Klein’s book opens with a ten-year-old Ophelia joining Hamlet Snr’s court and becoming a maid in Gertrude’s household, moving up the ranks as a lady in waiting. From a young age she’s desperate to read Ovid and though she’s informed that she won’t get anywhere with men if they think she’s more intelligent than they are, it’s precisely her wit which leads to her gaining Hamlet’s attraction, the one thing which sets her apart from her bitchy court rival Cristina. Slowly events edge towards the action of Shakespeare’s play but it's quickly apparent that not everything will be as it seems.

There’s a danger in these first person retellings that a Mary-Sue element will encroach on proper storytelling and though the book (as the cover might suggest) does employ some of the idioms of the bodice-ripper, hearts beating in chests and an undercurrent of emotional desolation, Klein works hard to make Ophelia a credible figure. Written for teens but at no point lacking in sophistication, the language is of cod-poetic style which in the wrong hands could have come across as parodic but much of the time has such commitment it's easy to imagine that this is exactly how the character would have communicated her adventures.

The world of Elsinore, Klein through Ophelia conjures is very much in the mood, thanks to the thorough descriptions of fashions and furnishings of the late-Victorian or early Edwardian painters and the author has even included an image from W.G. Simmonds's The Drowning of Ophelia on her website. But time captions sets the play in and around the turn of the 17th century and it's possible to recognise the machinations of the court of that period following the hints in Shakespeare's text that he's writing as much about the English monarchy in his own lifetime as a far off place he's reputedly never visited.

Klein steers a steady course between adapting that play and as she suggests in the acknowledgements making sure that “Ophelia now has her due”. Unlike Stoppard who worked with the irony of two peripheral characters with little idea of the events they’ve tumbled into, Klein sometimes does have to strain to keep Ophelia aware of the darkness in court which is shaping her life. She’ll be hiding behind furniture and doors snatching glimpses and phrases, wedging them with rumours and gossip in an attempt to piece together how safe she remains in court, even resorting to some of Hamlet’s tactics in order to survive.

That means that Klein rarely simply novelises the play by-rote and even when we are in the midst of one of Ophelia's big scenes, we're more pre-occupied by Ophelia's thought processes than the action. Similarly, the author uses our hindsight knowledge of the plot to create a Hitchcockian tension even in those moments of high explostion as we await Ophelia's reaction. But the book is at its best when it's making its own course, as in those moments when Ophelia finds herself in some fairly deep philosophical discussions that seek to extrapolate the themes of the play in another form.

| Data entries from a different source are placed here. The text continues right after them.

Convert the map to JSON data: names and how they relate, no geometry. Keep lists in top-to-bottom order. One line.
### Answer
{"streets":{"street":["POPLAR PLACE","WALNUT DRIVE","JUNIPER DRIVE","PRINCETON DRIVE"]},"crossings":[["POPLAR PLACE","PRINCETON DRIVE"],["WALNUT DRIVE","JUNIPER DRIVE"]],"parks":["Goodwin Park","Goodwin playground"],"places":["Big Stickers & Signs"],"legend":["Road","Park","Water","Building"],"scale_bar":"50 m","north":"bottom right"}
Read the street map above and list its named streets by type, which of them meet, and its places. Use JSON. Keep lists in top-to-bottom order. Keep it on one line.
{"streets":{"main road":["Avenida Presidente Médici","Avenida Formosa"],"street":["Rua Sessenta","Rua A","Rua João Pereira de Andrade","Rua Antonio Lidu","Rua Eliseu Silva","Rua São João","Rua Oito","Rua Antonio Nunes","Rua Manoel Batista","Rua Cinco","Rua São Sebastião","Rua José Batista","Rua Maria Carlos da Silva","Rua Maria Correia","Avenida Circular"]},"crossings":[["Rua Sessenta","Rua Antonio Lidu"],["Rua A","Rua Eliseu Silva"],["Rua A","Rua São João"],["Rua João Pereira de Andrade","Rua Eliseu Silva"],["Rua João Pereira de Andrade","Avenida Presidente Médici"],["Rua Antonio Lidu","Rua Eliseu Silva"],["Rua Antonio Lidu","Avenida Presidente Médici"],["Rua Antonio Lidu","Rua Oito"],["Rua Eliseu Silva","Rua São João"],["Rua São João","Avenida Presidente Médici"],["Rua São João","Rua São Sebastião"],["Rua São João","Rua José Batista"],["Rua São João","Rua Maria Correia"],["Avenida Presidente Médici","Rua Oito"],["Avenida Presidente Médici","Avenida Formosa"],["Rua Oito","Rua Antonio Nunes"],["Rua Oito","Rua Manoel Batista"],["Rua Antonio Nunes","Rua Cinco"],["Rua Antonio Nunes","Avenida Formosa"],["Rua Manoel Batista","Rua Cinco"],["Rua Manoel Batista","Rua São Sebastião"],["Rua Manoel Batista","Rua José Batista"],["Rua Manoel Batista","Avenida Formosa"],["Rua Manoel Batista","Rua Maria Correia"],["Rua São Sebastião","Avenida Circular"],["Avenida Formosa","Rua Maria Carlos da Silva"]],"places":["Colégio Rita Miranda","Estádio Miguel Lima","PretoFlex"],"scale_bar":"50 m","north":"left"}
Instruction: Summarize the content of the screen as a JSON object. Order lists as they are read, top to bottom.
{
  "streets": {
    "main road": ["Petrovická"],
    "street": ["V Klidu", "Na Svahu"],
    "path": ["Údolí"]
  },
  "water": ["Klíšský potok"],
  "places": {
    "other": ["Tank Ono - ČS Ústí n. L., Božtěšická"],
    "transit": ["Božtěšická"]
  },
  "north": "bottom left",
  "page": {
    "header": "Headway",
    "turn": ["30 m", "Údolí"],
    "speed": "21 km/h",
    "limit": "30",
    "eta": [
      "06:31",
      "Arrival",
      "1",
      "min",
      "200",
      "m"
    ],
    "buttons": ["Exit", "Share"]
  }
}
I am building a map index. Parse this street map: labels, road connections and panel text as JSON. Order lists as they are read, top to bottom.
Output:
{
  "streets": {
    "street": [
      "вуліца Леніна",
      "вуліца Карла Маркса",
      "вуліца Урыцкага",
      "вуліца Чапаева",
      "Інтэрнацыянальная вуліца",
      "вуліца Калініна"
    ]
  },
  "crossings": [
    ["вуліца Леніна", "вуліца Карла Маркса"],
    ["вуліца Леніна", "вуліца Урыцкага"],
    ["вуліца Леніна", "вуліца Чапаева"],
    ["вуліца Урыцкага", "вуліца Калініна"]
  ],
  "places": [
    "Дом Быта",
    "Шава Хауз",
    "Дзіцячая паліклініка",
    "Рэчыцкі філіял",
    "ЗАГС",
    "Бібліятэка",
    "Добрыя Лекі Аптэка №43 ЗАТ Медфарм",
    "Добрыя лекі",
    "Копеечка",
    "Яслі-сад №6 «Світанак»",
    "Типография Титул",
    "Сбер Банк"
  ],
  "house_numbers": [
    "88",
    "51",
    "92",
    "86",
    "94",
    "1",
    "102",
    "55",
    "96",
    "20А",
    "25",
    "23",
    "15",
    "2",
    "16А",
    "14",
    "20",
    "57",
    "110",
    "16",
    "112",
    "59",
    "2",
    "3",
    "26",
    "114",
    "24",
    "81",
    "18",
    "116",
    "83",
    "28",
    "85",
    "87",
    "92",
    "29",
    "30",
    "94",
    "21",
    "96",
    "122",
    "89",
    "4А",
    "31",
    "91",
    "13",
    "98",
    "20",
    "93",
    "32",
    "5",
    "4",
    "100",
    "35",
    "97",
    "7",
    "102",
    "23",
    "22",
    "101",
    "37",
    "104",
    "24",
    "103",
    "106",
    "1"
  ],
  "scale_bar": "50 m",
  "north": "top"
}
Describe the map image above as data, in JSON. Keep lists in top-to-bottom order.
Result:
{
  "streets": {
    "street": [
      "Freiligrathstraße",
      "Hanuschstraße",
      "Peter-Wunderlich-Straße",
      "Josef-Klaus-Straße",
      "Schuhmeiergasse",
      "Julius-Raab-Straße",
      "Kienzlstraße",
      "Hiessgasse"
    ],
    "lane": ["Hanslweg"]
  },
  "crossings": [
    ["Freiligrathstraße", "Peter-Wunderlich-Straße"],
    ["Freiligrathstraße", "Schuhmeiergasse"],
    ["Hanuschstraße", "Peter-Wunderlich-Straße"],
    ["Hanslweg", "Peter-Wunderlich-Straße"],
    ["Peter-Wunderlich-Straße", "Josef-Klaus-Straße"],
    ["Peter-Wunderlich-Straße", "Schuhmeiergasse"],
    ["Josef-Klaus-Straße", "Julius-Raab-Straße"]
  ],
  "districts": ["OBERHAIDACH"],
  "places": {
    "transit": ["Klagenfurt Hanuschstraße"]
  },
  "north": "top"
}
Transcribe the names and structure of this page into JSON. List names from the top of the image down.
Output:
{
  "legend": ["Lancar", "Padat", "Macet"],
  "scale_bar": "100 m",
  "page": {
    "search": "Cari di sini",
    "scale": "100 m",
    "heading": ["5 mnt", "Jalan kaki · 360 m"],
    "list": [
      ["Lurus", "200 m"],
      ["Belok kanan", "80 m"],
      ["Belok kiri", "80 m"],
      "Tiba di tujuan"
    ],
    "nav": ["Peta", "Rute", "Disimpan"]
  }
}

Ophelia also isn't the only character to gain weight in Klein's treatment. Horatio becomes her confident as much as Hamlets and Gertrude too is given a mountain of rational for her actions, of the kind which an actress would usually employ to underscore her performance in the hopes that the audience will see behind the her general silence in places. That's probably the best way to view the novel; like any theatre production Klein isn't attempting to piece together a definitive version of the story, just her interpretation of what's there already.

What also makes this a richer read than some Shakespeare prose adaptations is that it refuses to treat the his text in isolation. There are veiled references to plenty of other plays, most specifically Romeo & Juliet. As well as Ovid, Ophelia’s knowledge of botany is from the same sources Shakespeare is presumed to have read and it’s clear that this was much a scholarly exercise as an act of fiction. But it’s also a very imaginative reading especially in the surprising final third which sends Ophelia on an even greater emotional journey than the play allows.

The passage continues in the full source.